There was a sense of ease, vitality and even joy, as they riffed and responded to one another. This was just one example of a resident extending care to another resident and her family member. It was also an example that illustrates how relationships are not static; they change over time, including with regards to residents’ health, family circumstances and social context (Keefe and Fancey, 2000). While some examples were easy to write about, reading them alongside other stories residents told (reproduced below) reveals complexities and contradictions in residents’ care work and social glue activities.

“Oh yes, if they need help, I’ll – I’ll do it,” Bev, a resident in her eighties, said. She took a lot of care to position herself as a caring person.
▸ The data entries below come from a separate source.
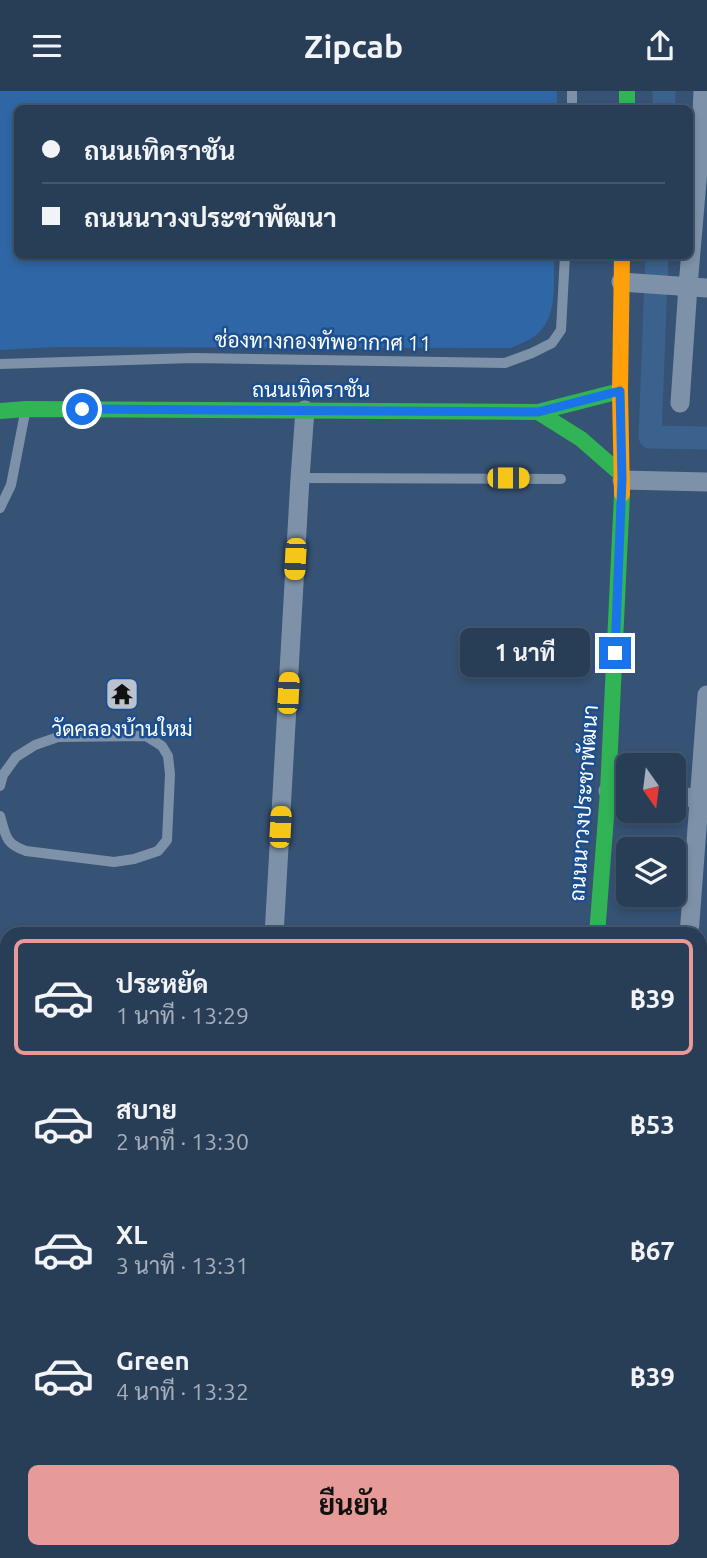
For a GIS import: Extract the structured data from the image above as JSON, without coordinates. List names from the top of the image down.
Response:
{
  "streets": {
    "street": ["ถนนเทิดราชัน", "ถนนนาวงประชาพัฒนา"],
    "lane": ["ช่องทางกองทัพอากาศ 11"]
  },
  "crossings": [
    ["ถนนเทิดราชัน", "ถนนนาวงประชาพัฒนา"]
  ],
  "places": {
    "temple": ["วัดคลองบ้านใหม่"]
  },
  "north": "bottom",
  "page": {
    "header": "Zipcab",
    "banner": ["ถนนเทิดราชัน", "ถนนนาวงประชาพัฒนา"],
    "bubble": "1 นาที",
    "list": [
      {
        "name": "ประหยัด",
        "note": "1 นาที · 13:29",
        "value": "฿39"
      },
      {
        "name": "สบาย",
        "note": "2 นาที · 13:30",
        "value": "฿53"
      },
      {
        "name": "XL",
        "note": "3 นาที · 13:31",
        "value": "฿67"
      },
      {
        "name": "Green",
        "note": "4 นาที · 13:32",
        "value": "฿39"
      }
    ],
    "buttons": "ยืนยัน"
  }
}
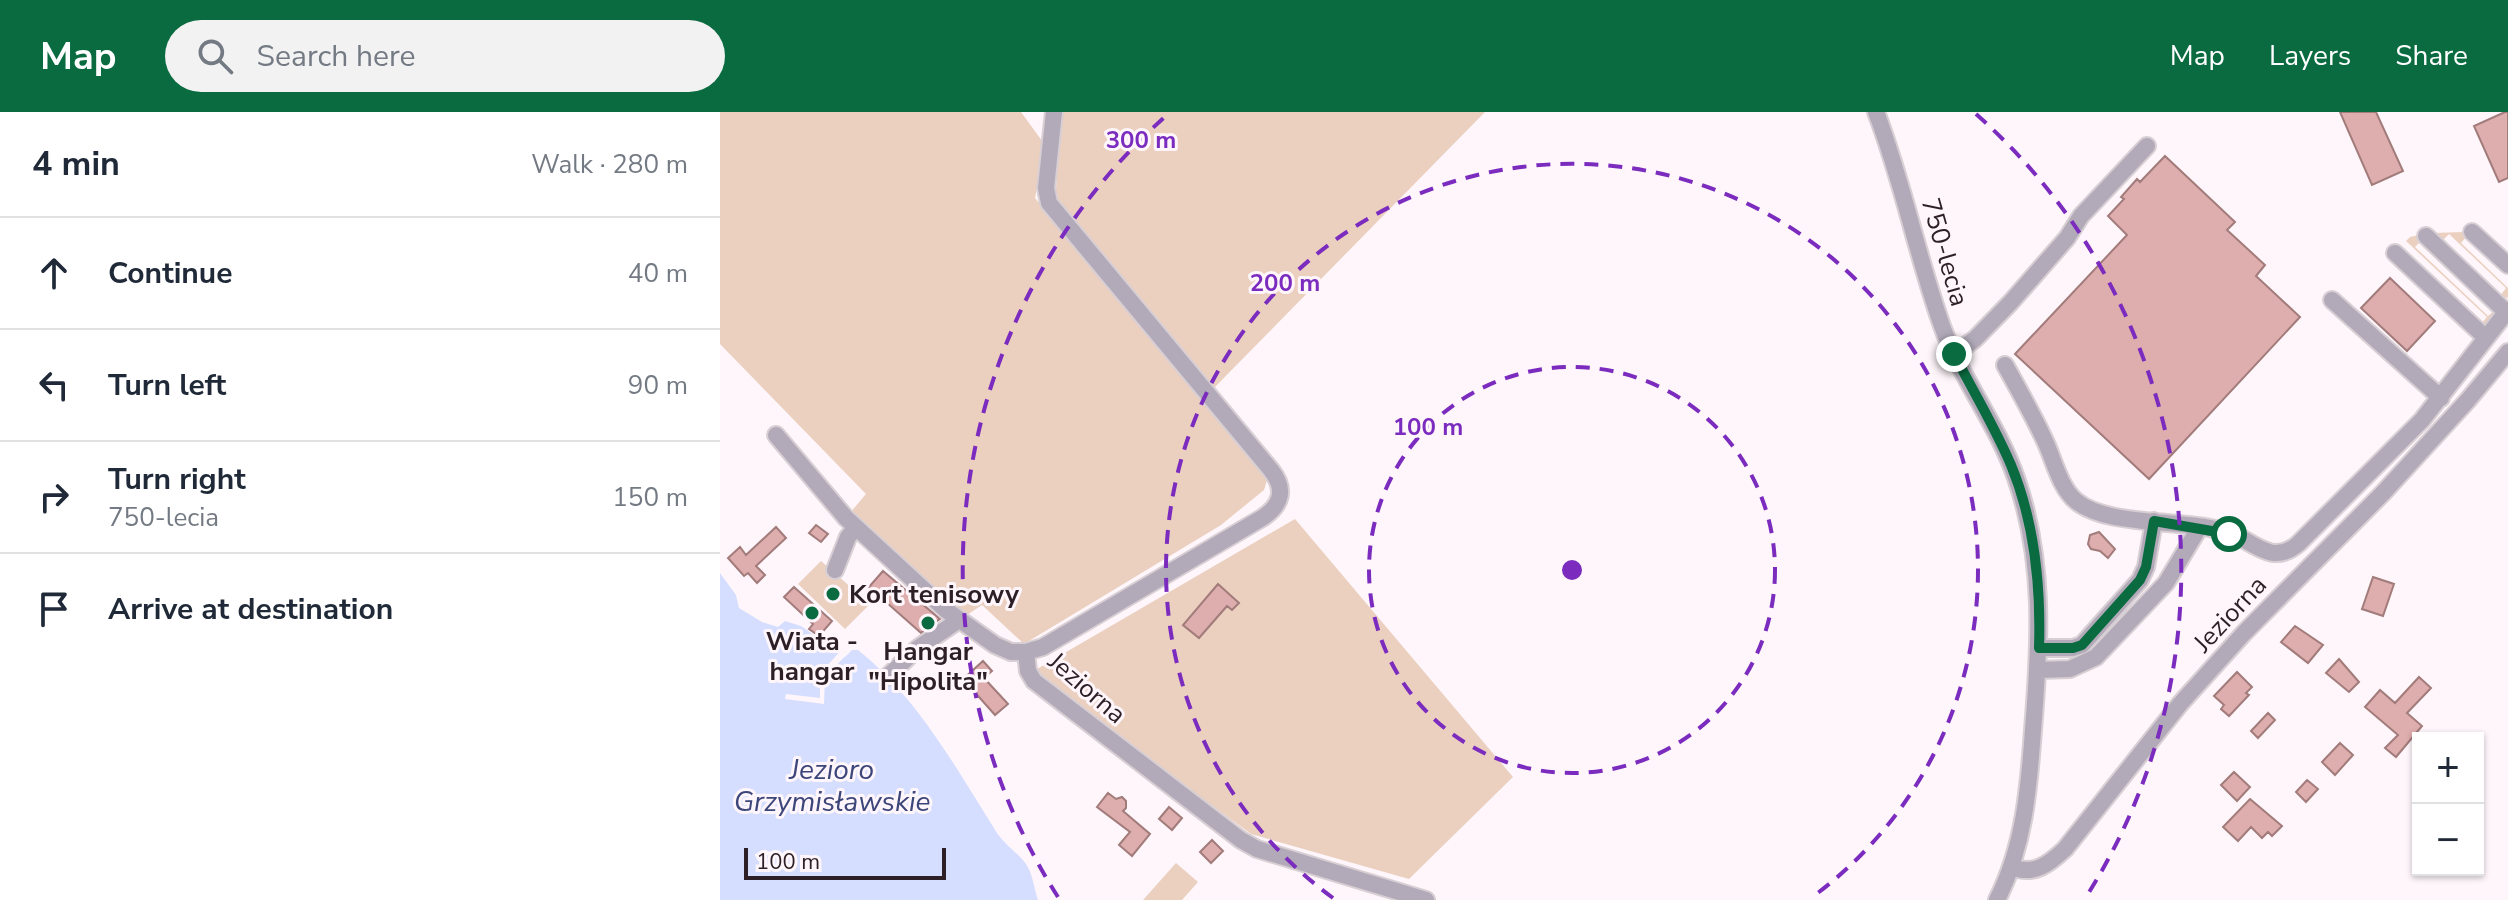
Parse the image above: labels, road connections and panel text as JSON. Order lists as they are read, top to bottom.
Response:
{
  "streets": {
    "street": ["750-lecia", "Jeziorna"]
  },
  "crossings": [
    ["750-lecia", "Jeziorna"]
  ],
  "water": ["Jezioro Grzymisławskie"],
  "places": ["Kort tenisowy", "Wiata - hangar", "Hangar \"Hipolita\""],
  "scale_bar": "100 m",
  "page": {
    "header": "Map",
    "search": "Search here",
    "nav": ["Map", "Layers", "Share"],
    "heading": ["4 min", "Walk · 280 m"],
    "list": [
      ["Continue", "40 m"],
      ["Turn left", "90 m"],
      ["Turn right", "750-lecia", "150 m"],
      "Arrive at destination"
    ],
    "map_buttons": ["+", "−"],
    "scale": "100 m"
  },
  "rings": ["300 m", "200 m", "100 m"]
}
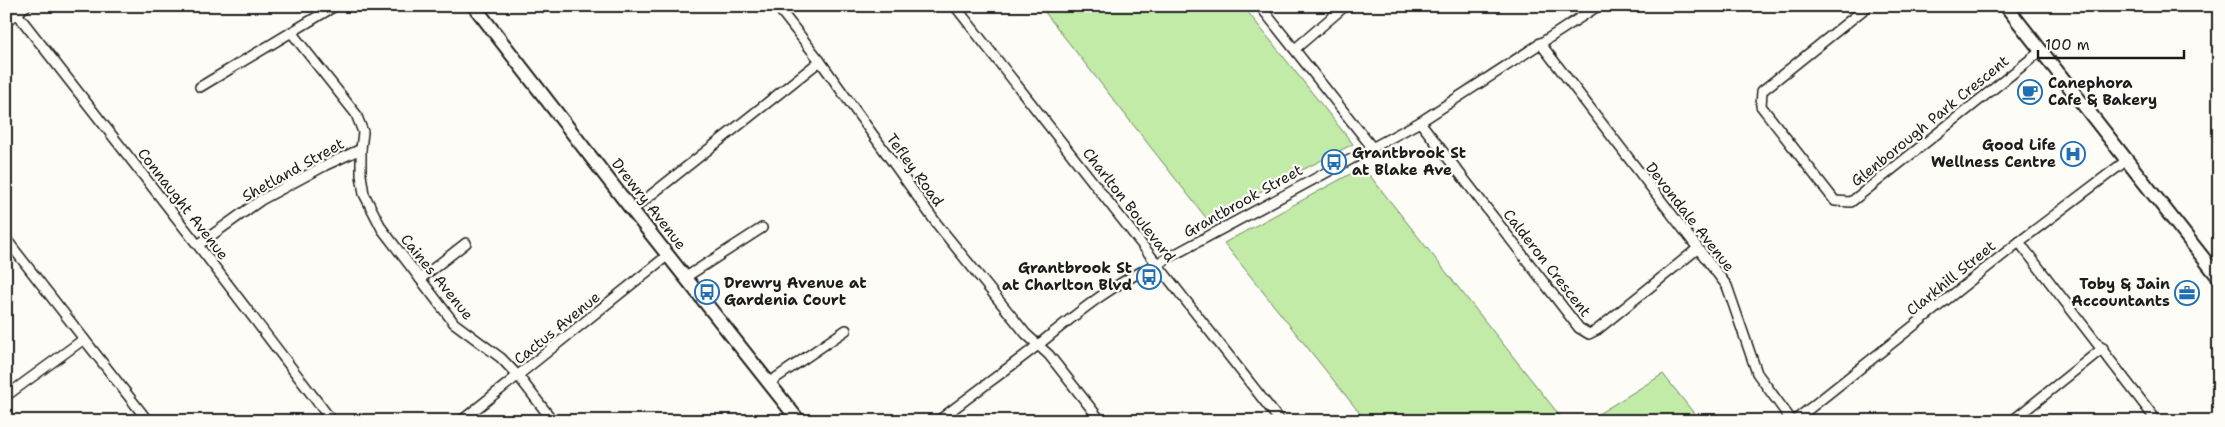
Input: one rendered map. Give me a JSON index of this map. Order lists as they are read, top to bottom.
{
  "streets": {
    "street": [
      "Glenborough Park Crescent",
      "Shetland Street",
      "Tefley Road",
      "Grantbrook Street",
      "Connaught Avenue",
      "Drewry Avenue",
      "Charlton Boulevard",
      "Devondale Avenue",
      "Calderon Crescent",
      "Caines Avenue",
      "Clarkhill Street",
      "Cactus Avenue"
    ]
  },
  "crossings": [
    ["Shetland Street", "Connaught Avenue"],
    ["Shetland Street", "Caines Avenue"],
    ["Tefley Road", "Grantbrook Street"],
    ["Grantbrook Street", "Charlton Boulevard"],
    ["Grantbrook Street", "Devondale Avenue"],
    ["Grantbrook Street", "Calderon Crescent"],
    ["Drewry Avenue", "Cactus Avenue"],
    ["Devondale Avenue", "Calderon Crescent"],
    ["Devondale Avenue", "Clarkhill Street"],
    ["Caines Avenue", "Cactus Avenue"]
  ],
  "places": {
    "cafe": ["Canephora Cafe & Bakery"],
    "hospital": ["Good Life Wellness Centre"],
    "bus stop": ["Grantbrook St at Blake Ave", "Grantbrook St at Charlton Blvd", "Drewry Avenue at Gardenia Court"],
    "office": ["Toby & Jain Accountants"]
  },
  "scale_bar": "100 m"
}
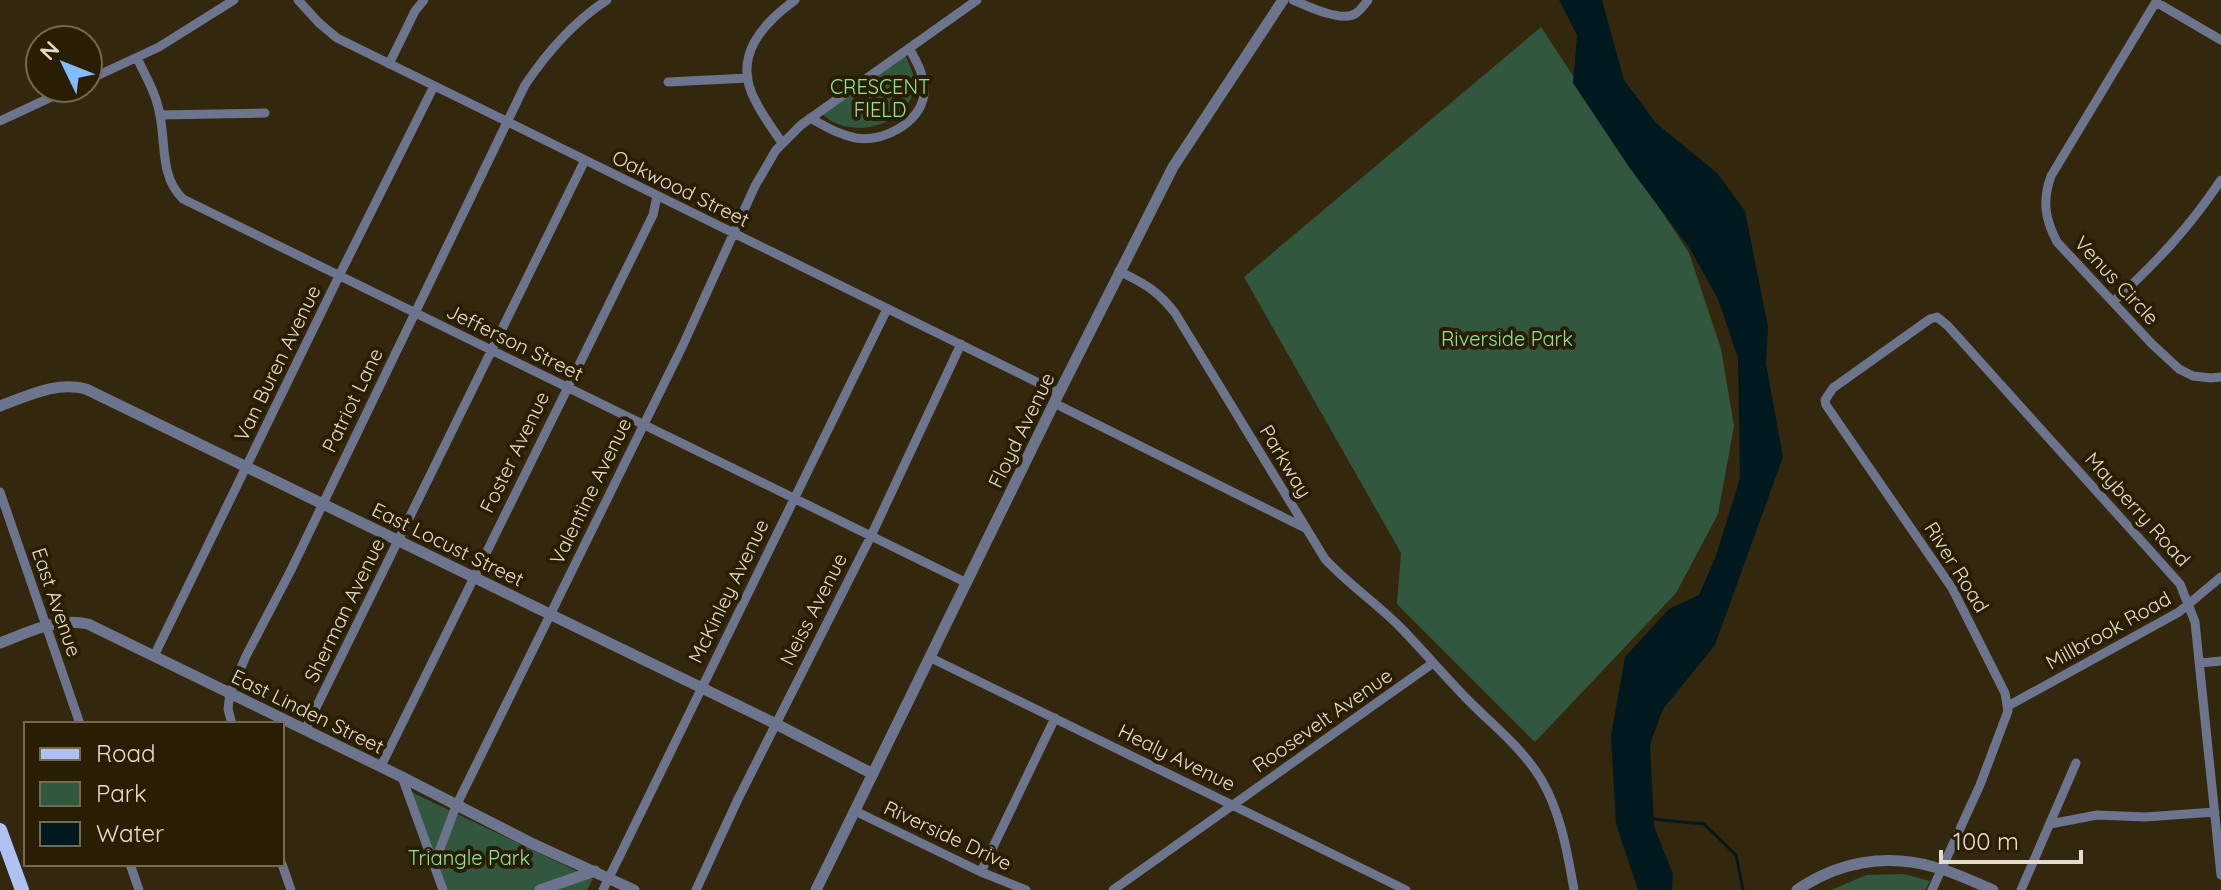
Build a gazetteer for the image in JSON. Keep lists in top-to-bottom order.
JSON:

When asked for an example of how she supported other residents, she said, “Oh, like they can’t seem to walk too far, so you take their arm and sit them down”. While Bev presented herself as someone who would willingly and gladly offer to help others, she also mentioned she had had to set limits on the support she could provide to a particular resident. As she said, “But that’s not my job and I’ve told her,” she seemed to distinguish between supporting someone voluntarily and on her own terms, and having it seen as her “job”. While she didn’t elaborate, her story had me wondering how much would have led up to that – how many moments of volunteering or being willing to help had led up to her setting limits and saying no, “that’s not my job”. A point made by Weirsma and Dupuis (2010, p 285) – that residents often learn that they are ‘not the only ones with care needs’ – would perhaps seem like an understatement from Bev’s perspective, as it wasn’t just that she was struggling to get her own needs met, but that she was also tasked with negotiating the needs of others. Her account also speaks to the changing boundaries between tasks that seem meaningful or nourishing and those that seem burdensome or oppressive.

The support that Bev and other residents provide (or decide whether to provide or not) is organisationally mediated. Low staffing levels leave gaps in care, with resident care needs which can then either be left unmet or filled by unpaid work. When filled by the unpaid care work of other residents who are living in the facility and seemingly always on hand, those same needs can then result in tensions or in dilemmas residents have to negotiate around whether or when to set limits or say no. Depending on how paid work is organised, managed and staffed, unpaid work might become necessary, which gives rise at times to deeply felt interpersonal negotiations. If there had been more paid staff on the floor, perhaps Bev wouldn’t have been put in a situation where she’d face as many requests or would have to set limits.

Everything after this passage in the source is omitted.